Engine Composability Analysis — Extractable Components & Internal Decomposition

Date: 2026-03-03 Status: Analysis / Proposal Type: REPORT


Executive Summary

pg_trickle is a ~48K-line Rust codebase compiled as a single PostgreSQL extension (cdylib). Analysis of the architecture, source coupling, and planned features reveals five components that could be extracted as standalone projects and three internal decomposition opportunities that would make the extension itself more composable. The existing PLAN_ECO_SYSTEM.md already covers integrations (dbt, Airflow, Grafana, CLI); this analysis focuses on core engine decomposition — breaking the monolith into reusable building blocks.

Why This Matters

  1. Managed PG services (RDS, Cloud SQL, Neon, Supabase) cannot install C extensions.

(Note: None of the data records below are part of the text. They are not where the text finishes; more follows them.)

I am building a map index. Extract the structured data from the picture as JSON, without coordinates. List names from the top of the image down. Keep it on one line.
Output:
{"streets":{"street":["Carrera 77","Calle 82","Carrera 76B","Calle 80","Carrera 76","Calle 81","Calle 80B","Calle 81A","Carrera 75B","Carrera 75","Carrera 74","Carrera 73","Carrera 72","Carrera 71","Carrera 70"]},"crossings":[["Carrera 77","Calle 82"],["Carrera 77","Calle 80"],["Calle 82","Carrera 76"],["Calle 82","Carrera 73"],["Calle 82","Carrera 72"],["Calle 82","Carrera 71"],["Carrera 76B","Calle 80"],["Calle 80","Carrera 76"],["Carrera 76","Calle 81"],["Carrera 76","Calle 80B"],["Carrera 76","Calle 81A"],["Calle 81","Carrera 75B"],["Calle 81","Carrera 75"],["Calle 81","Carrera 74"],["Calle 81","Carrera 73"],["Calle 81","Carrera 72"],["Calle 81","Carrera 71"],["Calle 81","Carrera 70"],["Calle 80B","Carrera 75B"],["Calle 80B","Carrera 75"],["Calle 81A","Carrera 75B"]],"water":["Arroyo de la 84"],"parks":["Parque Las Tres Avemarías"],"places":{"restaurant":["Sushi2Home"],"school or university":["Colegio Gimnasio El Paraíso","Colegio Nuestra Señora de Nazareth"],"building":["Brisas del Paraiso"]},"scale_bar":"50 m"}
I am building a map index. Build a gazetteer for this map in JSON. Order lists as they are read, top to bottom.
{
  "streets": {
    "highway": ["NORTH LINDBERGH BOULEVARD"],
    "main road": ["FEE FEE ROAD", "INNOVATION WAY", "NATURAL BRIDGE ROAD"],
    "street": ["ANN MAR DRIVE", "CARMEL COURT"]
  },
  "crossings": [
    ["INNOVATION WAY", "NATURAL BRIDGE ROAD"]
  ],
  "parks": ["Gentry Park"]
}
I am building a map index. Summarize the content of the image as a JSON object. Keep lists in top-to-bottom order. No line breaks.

An external sidecar needs the DVM engine without pgrx.
  2. Broader adoption — a standalone SQL-differencing library is useful far beyond pg_trickle (migration tools, query planners, testing frameworks).
  3. Independent release cadences — the DAG engine and DVM engine change at different rates than the CDC layer.
  4. Testing & correctness — pure-Rust crates can be fuzzed and property-tested without a PostgreSQL backend.

Part 1: Extractable Components (Separate Crates / Projects)

1.1. pg-query-diff — SQL Delta Query Generator (DVM Engine)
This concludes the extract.